The glaring paradox in the politics of the abortion debate is that the lawmakers who claim to be pro-life are overwhelmingly against policies that help women in difficult circumstances to give birth to and raise a child. From quality health care access to food aid to pregnancy prevention strategies to Head Start to higher education assistance, they consistently vote against public policy measures that help women, children and families.

Lawmakers do not encourage women who find themselves in an unintended pregnancy to give birth, by denying them practical support for that decision. I have never been able to wrap my head around this stark reality.

The situation is further exacerbated by these same lawmakers who make statements and support policies that shame women for their unintended pregnancies, as though men do not bare any responsibility for unintended pregnancy (even as it has to be 50 to 100%). The "legitimate rape" talk and the proposals to re-define rape are the most demeaning and insulting of all, and these come from self-described "pro-life" men.
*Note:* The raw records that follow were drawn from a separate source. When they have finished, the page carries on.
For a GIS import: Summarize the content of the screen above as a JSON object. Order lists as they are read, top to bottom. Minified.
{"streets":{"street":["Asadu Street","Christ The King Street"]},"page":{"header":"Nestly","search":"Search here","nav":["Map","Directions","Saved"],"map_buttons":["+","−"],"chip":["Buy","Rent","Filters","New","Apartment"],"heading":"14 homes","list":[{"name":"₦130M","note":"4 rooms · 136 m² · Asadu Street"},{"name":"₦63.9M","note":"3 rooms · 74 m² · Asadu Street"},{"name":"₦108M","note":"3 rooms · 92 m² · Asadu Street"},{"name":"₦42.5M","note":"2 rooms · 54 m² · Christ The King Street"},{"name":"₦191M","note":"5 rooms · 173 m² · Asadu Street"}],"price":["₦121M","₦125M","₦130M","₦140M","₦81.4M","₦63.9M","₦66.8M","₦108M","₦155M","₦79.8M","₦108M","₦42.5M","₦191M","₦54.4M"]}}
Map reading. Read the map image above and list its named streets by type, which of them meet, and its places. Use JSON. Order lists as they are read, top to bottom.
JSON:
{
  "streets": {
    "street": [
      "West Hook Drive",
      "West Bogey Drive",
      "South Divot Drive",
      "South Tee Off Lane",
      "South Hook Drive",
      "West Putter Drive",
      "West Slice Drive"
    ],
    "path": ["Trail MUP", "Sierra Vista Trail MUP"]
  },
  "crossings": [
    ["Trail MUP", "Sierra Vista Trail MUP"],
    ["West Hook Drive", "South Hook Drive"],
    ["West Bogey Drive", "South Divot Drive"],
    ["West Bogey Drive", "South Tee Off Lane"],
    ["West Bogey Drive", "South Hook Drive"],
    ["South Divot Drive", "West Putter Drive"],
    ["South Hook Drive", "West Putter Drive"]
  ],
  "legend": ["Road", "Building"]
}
Lawmakers should formulate public policy to encourage effective education of both women and MEN in pregnancy prevention and to fund programs that provide complete practical support for people in difficult circumstances, including children AFTER they are born. Not everybody has loving and capable family to help them. Indeed, unintended pregnancies do not constitute the same magnitude of problem for women with loving, capable family or financial security, whether ending by abortion or birth.

There is something deeper in the sociology of the abortion controversy than is acknowledged in the political noise surrounding it. When the underlying cultural values that cause abortion remain the same, laws that restrict or criminalize abortion change nothing. They solve no problems because THE PROBLEM isn't the number of total abortions (which is always way WAY too many illegal or not), it's unintended pregnancy.

I empathize with the passion people on all sides of this debate have for it. I am interested in problem solving. Problems cannot be solved when the causes of the problems are misidentified or ignored. How do we change society to promote love, acceptance, understanding and real practical support for women with unintended pregnancies?

In the realm of politics, I say we start by taking politicians to task who talk out both sides of their mouths.

They do not want to prevent unintended pregnancies or rape. They want to prevent women from having sex of their own, personal volition without wanting to become pregnant.

When government imposes law that demands certain things of people, government is responsible for the outcomes of those demands.
 
Government didn’t create abortion and government can’t stop it. Only a compassionate and understanding society can do that.